Every time we think we have found all the dirt and nastiness from our past and cleaned it out forever, it generally means we are about to find something else that doesn’t feel good and needs some healing attention.
This is why we need unconditional love so badly.
Sometimes you hear people say that the word “unconditional” in front of “love” is redundant. That love is just, well, love. It doesn’t need any justifiers in front of it.
But from my standpoint, in our world love is definitely not just love.
Instead, it seems many people feel that some people deserve our love and others don’t. And somehow we are all allowed, and actually have to love our biological families and our intimate partners, but it is weird if we want to love our neighbors or feel love for strangers on the street.
But before we can challenge this view, that some things and people are deserving of love and some things and people aren’t, and really embody universal love, we need to investigate our own relationships of unconditional love toward ourselves.
This self-investigation is important. It is important because the way we treat others, and the planet as a whole, stems from how we treat ourselves. Therefore, answering the call of suffering around the planet depends on each of us working with our own relationship to unconditional love.
At the first meditation retreat I ever attended, we were instructed to do a walking meditation where we sent love to ourselves.
This was so painful for me.
Every time I thought the words, “I love myself,” there was a “but” or a “when” or an “if” attached.
I love myself but only when I do a good job.
I will love myself when I am more successful.
I will love myself when I lose weight.
So to help myself with this self-love walking practice, I added the word “unconditional” in front of the love message.
“I unconditionally love myself,” I said over and over again as I walked back and forth, outside on that warm spring day.
The word unconditional seemed to keep the critical voice away, and although this intentional choice to love myself felt new and awkward, I knew it was taking me in the right direction.
Putting the term “unconditional” in front of love, when dealing with our own self-love journey, is an opportunity to come into the moment.
All the reasons we think we can’t be lovable lie in the future and the past.
We think we aren’t lovable for things we have done to ourselves and others when we were younger—even five minutes younger. And we think we aren’t lovable for things that might happen in the future, or things that might not happen. So many of us are so scared that we won’t reach our potential, we just assume we suck now and will suck for always. But as we start dropping these fictitious messages from the ego—that we are supposed to be something and go somewhere and make something out of this life—we can make the choice to come more into the here and now.
In the here and now, we can feel the sensual texture of this exact moment in our bodies, spirits, minds and energetic systems, which is necessary, because unconditional love is not a mental activity.
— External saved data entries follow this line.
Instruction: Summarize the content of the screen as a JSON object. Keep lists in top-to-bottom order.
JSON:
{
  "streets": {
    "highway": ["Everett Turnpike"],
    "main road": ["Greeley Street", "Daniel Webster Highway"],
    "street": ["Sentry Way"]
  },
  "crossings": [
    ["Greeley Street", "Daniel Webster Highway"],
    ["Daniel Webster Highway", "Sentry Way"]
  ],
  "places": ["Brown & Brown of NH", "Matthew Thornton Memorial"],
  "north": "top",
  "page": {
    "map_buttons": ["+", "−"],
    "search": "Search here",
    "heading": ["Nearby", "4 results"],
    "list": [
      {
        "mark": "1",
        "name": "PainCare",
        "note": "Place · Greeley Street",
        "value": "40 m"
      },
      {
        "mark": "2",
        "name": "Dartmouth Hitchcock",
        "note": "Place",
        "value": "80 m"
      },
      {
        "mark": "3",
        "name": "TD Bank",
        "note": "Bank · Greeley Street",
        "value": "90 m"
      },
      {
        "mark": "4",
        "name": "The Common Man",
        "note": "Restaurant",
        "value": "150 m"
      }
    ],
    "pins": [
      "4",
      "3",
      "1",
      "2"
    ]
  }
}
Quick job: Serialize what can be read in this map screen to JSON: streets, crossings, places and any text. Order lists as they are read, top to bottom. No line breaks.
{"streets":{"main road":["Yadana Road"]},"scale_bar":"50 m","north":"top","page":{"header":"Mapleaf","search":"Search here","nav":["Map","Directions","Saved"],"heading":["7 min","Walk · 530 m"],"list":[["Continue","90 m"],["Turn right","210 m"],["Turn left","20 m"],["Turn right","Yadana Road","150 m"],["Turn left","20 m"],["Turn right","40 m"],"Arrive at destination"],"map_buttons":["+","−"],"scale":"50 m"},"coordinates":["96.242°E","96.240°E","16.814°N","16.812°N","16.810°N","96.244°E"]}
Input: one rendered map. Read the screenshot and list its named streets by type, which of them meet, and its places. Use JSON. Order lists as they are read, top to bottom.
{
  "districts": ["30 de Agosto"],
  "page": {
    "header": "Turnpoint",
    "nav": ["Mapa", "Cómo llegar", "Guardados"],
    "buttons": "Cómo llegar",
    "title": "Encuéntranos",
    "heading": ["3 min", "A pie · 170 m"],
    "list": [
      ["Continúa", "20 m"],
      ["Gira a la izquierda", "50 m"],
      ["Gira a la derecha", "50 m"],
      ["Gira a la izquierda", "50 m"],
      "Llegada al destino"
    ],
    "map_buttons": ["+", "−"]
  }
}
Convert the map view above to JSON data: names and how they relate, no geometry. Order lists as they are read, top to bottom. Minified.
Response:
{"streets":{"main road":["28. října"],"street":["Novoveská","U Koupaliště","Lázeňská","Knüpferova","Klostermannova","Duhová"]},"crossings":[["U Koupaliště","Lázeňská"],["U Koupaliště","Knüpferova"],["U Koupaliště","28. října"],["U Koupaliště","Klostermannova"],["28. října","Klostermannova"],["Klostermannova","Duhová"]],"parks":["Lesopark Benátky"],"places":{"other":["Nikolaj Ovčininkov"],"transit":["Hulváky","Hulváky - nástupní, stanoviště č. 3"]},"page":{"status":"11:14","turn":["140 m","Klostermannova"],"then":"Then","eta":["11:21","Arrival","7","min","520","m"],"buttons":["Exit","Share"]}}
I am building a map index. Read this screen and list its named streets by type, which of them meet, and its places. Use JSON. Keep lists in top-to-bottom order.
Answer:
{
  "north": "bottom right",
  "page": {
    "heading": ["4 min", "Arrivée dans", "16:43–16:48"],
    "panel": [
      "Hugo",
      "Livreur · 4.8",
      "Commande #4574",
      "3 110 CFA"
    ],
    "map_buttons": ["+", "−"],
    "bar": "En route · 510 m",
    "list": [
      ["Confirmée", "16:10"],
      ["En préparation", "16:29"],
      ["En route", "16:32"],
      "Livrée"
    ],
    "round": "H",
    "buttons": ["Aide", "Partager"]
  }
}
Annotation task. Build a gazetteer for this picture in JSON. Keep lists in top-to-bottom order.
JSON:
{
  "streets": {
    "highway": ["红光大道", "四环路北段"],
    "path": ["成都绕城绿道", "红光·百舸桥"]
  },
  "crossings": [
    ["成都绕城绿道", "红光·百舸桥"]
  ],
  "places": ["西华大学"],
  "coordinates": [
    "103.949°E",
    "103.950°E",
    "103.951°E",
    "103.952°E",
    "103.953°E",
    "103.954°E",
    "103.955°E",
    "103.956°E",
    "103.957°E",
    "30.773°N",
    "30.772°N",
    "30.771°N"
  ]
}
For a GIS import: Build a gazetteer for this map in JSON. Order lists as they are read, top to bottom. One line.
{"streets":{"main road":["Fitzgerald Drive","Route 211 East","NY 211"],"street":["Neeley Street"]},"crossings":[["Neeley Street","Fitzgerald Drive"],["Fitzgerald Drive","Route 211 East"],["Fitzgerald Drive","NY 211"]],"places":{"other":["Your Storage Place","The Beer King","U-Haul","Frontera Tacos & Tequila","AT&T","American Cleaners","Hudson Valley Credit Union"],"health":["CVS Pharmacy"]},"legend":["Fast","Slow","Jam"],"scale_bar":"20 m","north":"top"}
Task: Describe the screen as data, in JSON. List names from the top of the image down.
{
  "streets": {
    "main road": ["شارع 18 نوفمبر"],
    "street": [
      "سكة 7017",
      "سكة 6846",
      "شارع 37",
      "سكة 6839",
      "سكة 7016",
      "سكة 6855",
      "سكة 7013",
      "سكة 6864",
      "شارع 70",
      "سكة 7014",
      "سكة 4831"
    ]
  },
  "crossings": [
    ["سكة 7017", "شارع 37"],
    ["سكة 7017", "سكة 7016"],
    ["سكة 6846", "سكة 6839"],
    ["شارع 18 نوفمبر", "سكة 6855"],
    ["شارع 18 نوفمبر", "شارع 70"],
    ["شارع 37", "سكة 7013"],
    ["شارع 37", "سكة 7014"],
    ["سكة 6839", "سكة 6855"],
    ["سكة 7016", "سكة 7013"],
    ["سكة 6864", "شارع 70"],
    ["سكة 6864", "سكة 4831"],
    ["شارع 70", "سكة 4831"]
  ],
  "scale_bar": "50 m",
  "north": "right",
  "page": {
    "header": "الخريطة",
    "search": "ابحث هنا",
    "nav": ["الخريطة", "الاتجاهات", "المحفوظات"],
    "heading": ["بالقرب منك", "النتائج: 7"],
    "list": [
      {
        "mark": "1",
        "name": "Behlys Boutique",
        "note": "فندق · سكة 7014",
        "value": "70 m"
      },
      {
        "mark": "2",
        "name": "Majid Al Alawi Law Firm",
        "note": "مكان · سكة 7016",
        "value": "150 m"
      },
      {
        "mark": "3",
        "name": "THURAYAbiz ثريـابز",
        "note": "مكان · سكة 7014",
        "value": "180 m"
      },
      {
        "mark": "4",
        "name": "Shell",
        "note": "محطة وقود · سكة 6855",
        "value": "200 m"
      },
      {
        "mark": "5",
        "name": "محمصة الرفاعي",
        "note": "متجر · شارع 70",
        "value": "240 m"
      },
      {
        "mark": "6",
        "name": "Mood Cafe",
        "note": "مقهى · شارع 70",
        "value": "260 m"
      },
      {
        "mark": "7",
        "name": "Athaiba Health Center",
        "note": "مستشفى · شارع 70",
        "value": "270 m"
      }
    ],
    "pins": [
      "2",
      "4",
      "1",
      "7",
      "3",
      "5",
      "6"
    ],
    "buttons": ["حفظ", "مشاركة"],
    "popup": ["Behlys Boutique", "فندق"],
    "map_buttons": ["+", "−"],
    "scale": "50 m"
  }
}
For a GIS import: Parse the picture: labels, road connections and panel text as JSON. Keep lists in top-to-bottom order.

We are not trying to intellectually rationalize why we might be lovable. Unconditional love is not a checklist of how we have done good. Rather, unconditional love is the feeling quality of the moment, a feeling quality always available.
Each of us can make a choice to start steering in this direction.
The mind starts to make up stories, but we don’t need to give these stories our attention. We can choose instead to steer back to the moment, and the feeling quality of the moment and the inner vibration that is always there. We can start to identify this warmth and tingling as love—as in unbreakable divine love always available to us and everyone else.
The more time we spend aligned with this always available love, the more it starts to feel like the real us, and the less our thoughts of scarcity make any sense.
This is what we call sanity.
Unconditional love is the sanity of knowing that we are all vibration, we are all love and the more we align with this reality the more good we can bring to the world.